Yes, you can manually deploy and manage Kubernetes on-premises — Doing Kubernetes The Hard Way. But in production, you wouldn’t want to do that. You would want to automate as many of the deployment processes as possible with tools like kOps – Kubernetes Operations, Kubeadm, and Kubespray.

With these tools, you specify your configuration and they handle most of the details of setting up and bootstrapping the clusters for you. But this approach in itself can be challenging when issues arise.

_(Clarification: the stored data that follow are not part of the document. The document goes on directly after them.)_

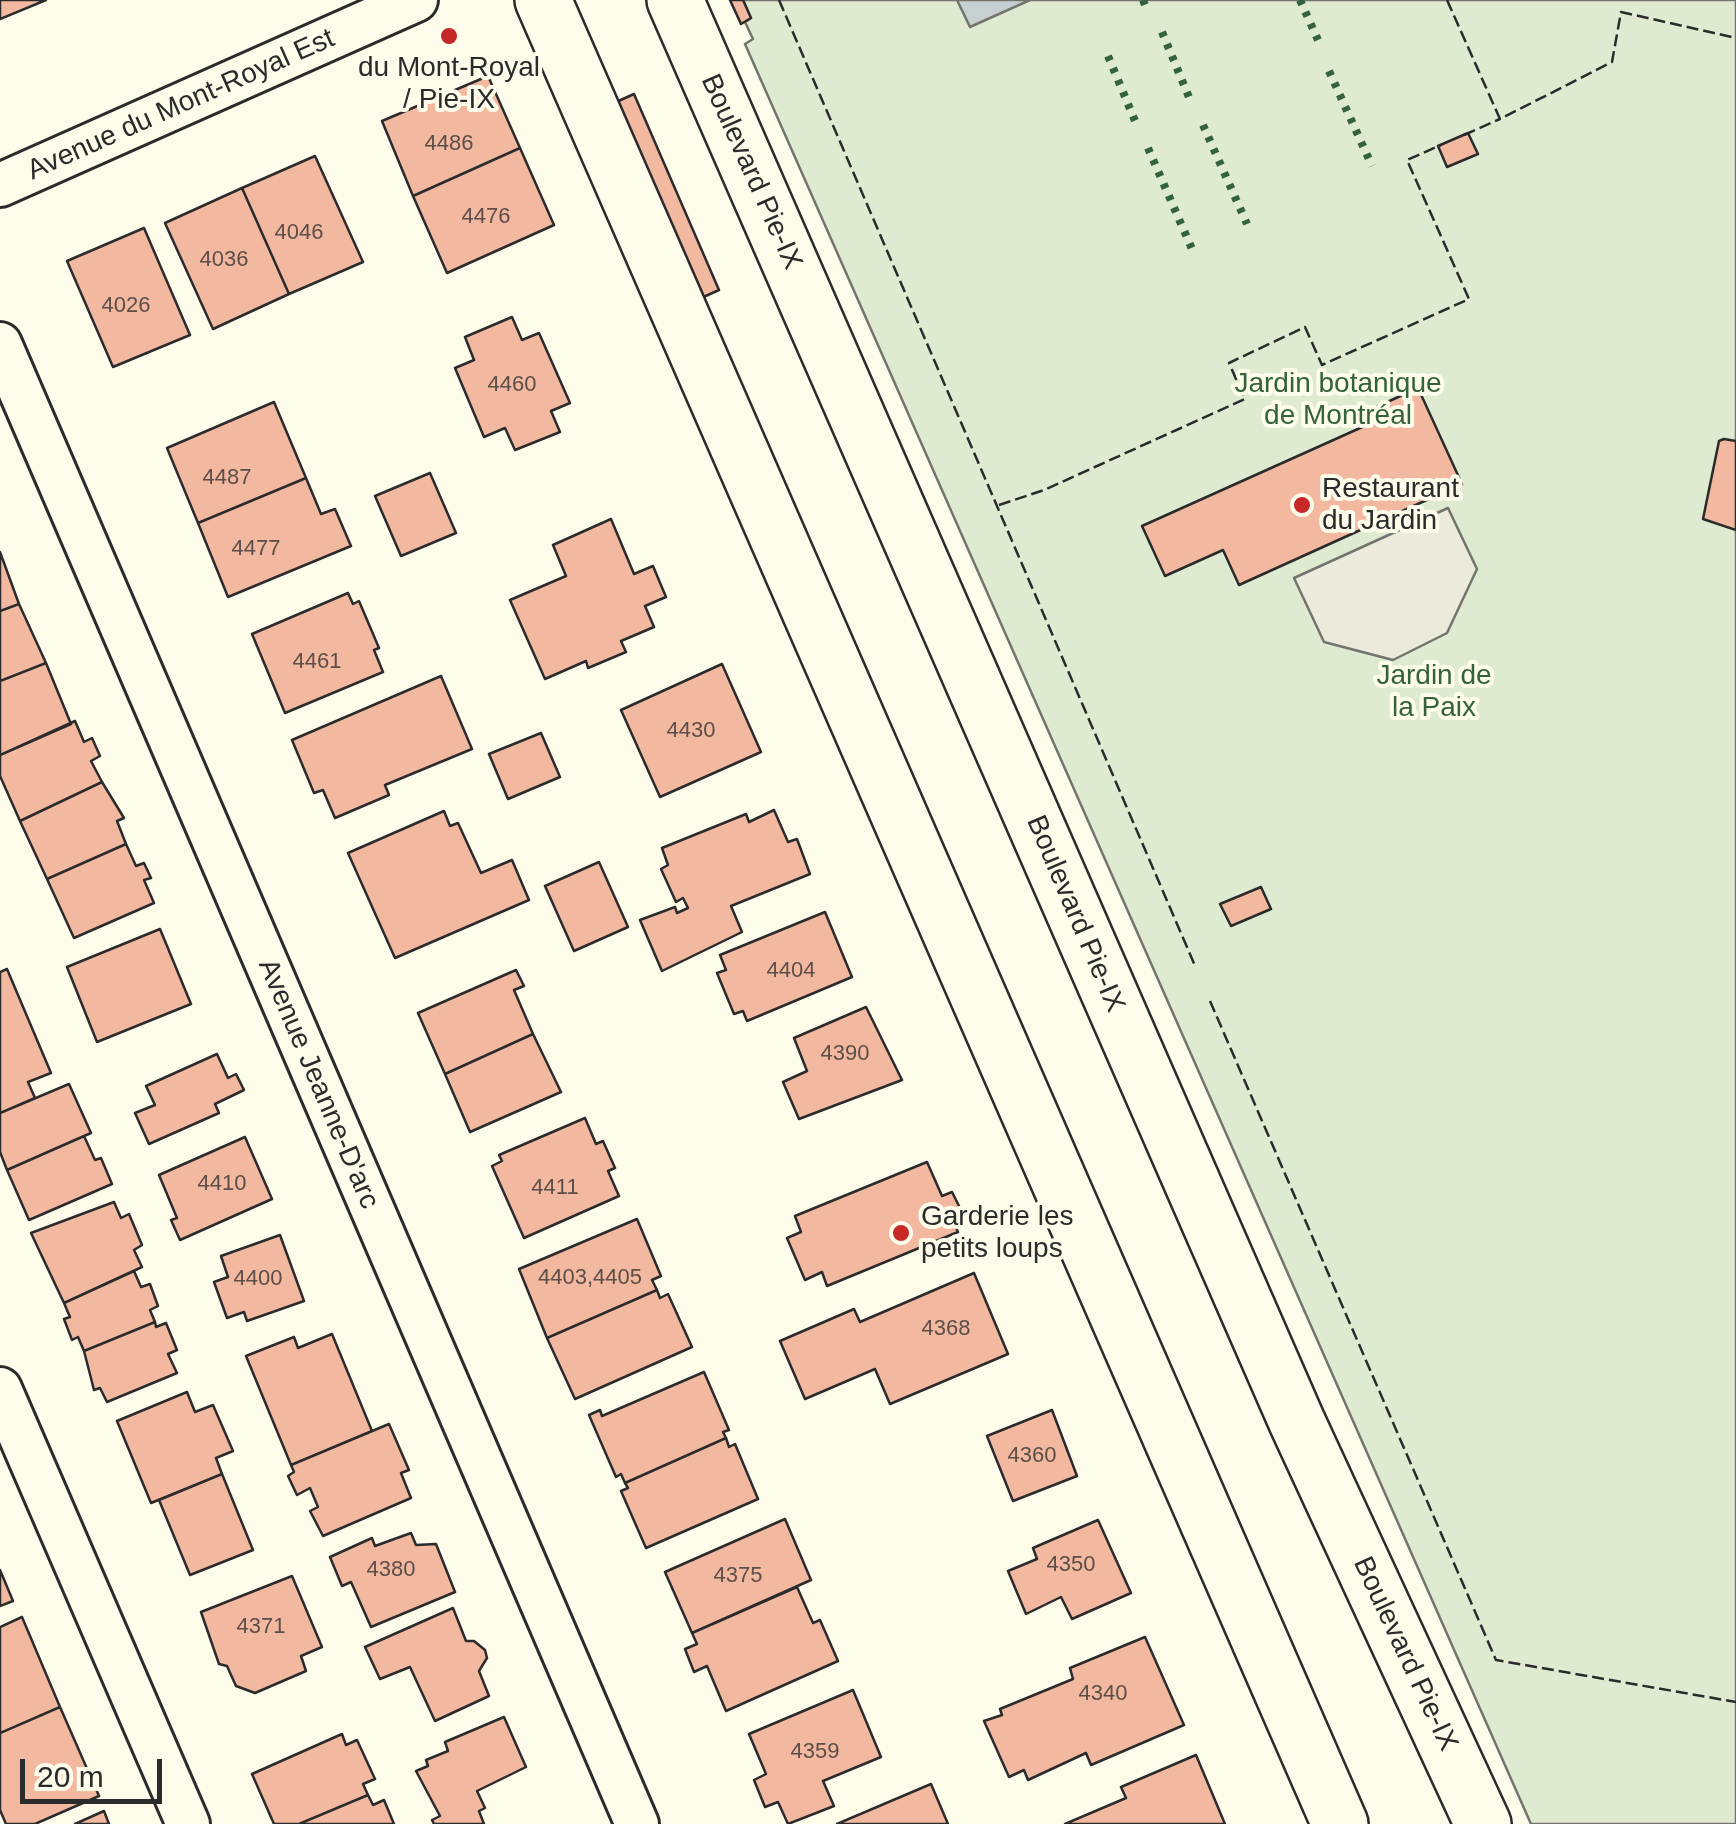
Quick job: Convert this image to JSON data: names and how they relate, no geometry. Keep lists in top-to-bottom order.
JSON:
{
  "streets": {
    "main road": ["Boulevard Pie-IX"],
    "street": ["Avenue du Mont-Royal Est", "Avenue Jeanne-D'arc"]
  },
  "parks": ["Jardin botanique de Montréal", "Jardin de la Paix"],
  "places": ["du Mont-Royal / Pie-IX", "Restaurant du Jardin", "Garderie les petits loups"],
  "house_numbers": [
    "4486",
    "4476",
    "4046",
    "4036",
    "4026",
    "4460",
    "4487",
    "4477",
    "4461",
    "4430",
    "4404",
    "4390",
    "4410",
    "4411",
    "4403,4405",
    "4400",
    "4368",
    "4360",
    "4350",
    "4380",
    "4375",
    "4371",
    "4340",
    "4359"
  ],
  "scale_bar": "20 m"
}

Due to this, there’s been a growing ecosystem of service providers to support on-premises data centers.

The Kubernetes on-premises landscape is supported by specialized organizations such as Rancher by SUSE, VMware vSphere and Red Hat OpenShift, and smaller, agnostic organizations like Sidero Labs, Platform9, Giant Swarm, etc also contribute to the ecosystem, offering fully managed experiences tailored to on-premises needs.

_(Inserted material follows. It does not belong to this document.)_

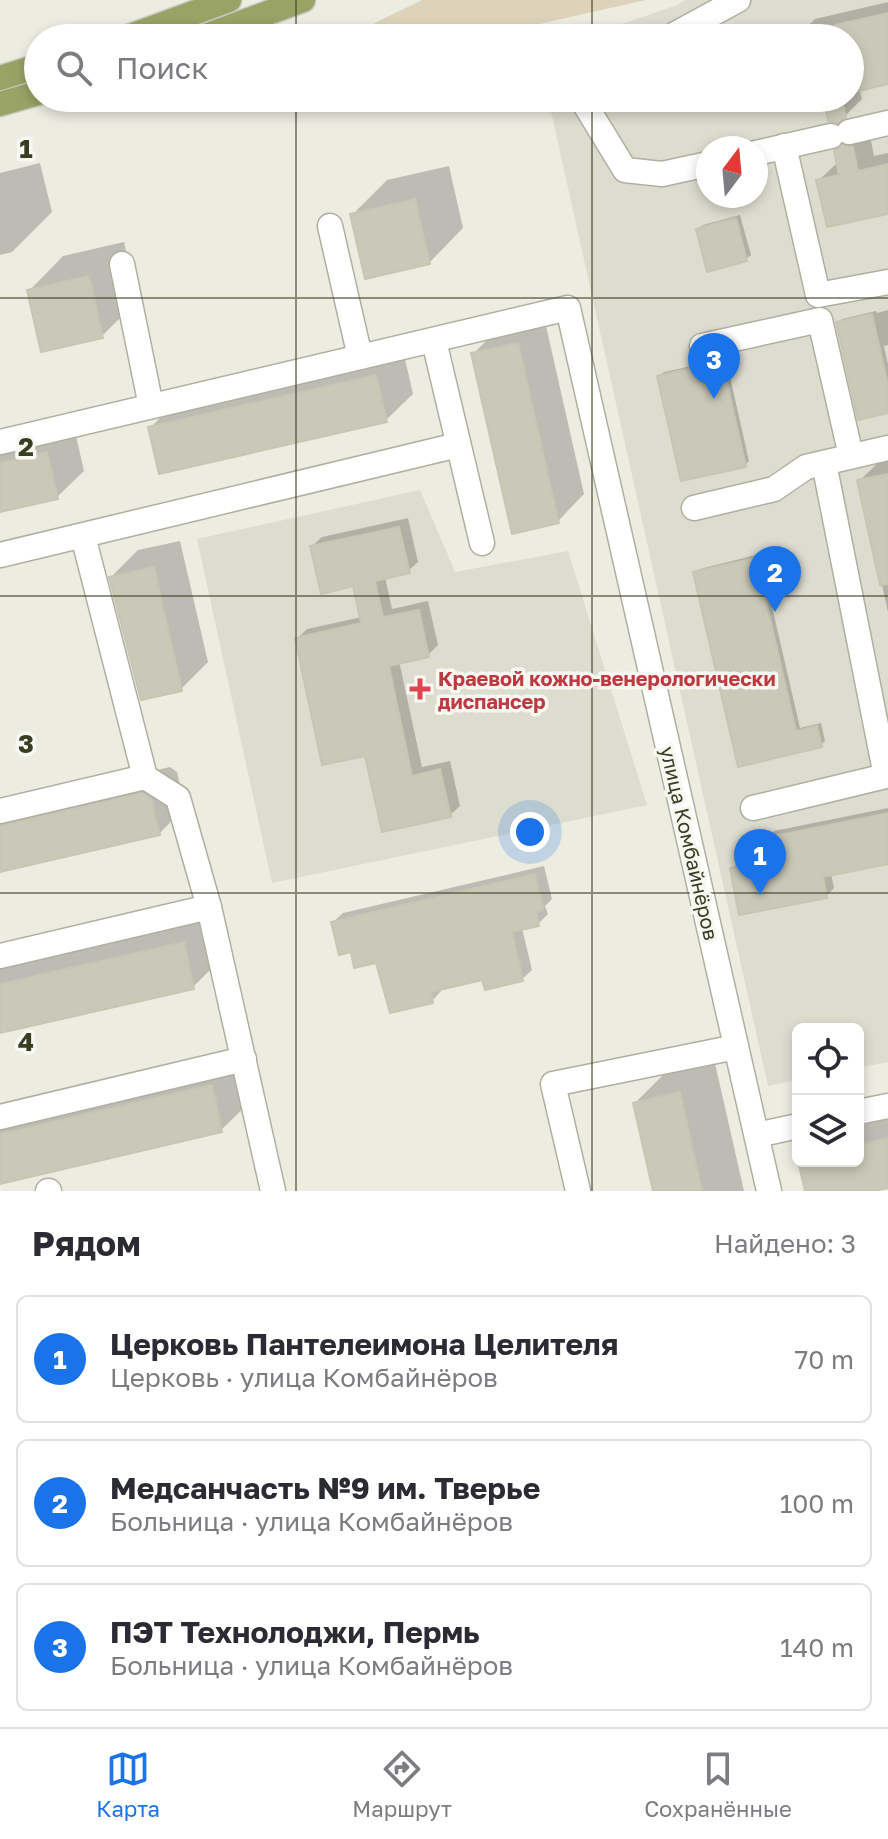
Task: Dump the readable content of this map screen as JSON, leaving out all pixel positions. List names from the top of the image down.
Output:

Additionally, major CSPs also offer on-premises Kubernetes solutions, namely, Amazon EKS Anywhere, Google Cloud Anthos and Azure Arc. These solutions are very attractive for organizations that have some applications running on the CSP’s Kubernetes on the cloud and want to extend it to on-premises, effectively creating a hybrid cloud solution. However, these will not be the best solutions for air-gapped environments.

Agnostic guide to setting up Kubernetes on-premises

As mentioned earlier, there are several ways to deploy Kubernetes on-prem. You can choose to do “Kubernetes The Hard Way”, automate some processes with the likes of kOps, or use a managed service or an agnostic tool.

On the Severalnines blog, over the past decade, we’ve been supporting organizations all over the world in implementing a Sovereign DBaaS model that lets them have control not just of their data, but the infrastructure and tooling that surrounds it through cloud-agnostic tools like ClusterControl. So we will also let you know ways to have more control over your environments with no manual overhead.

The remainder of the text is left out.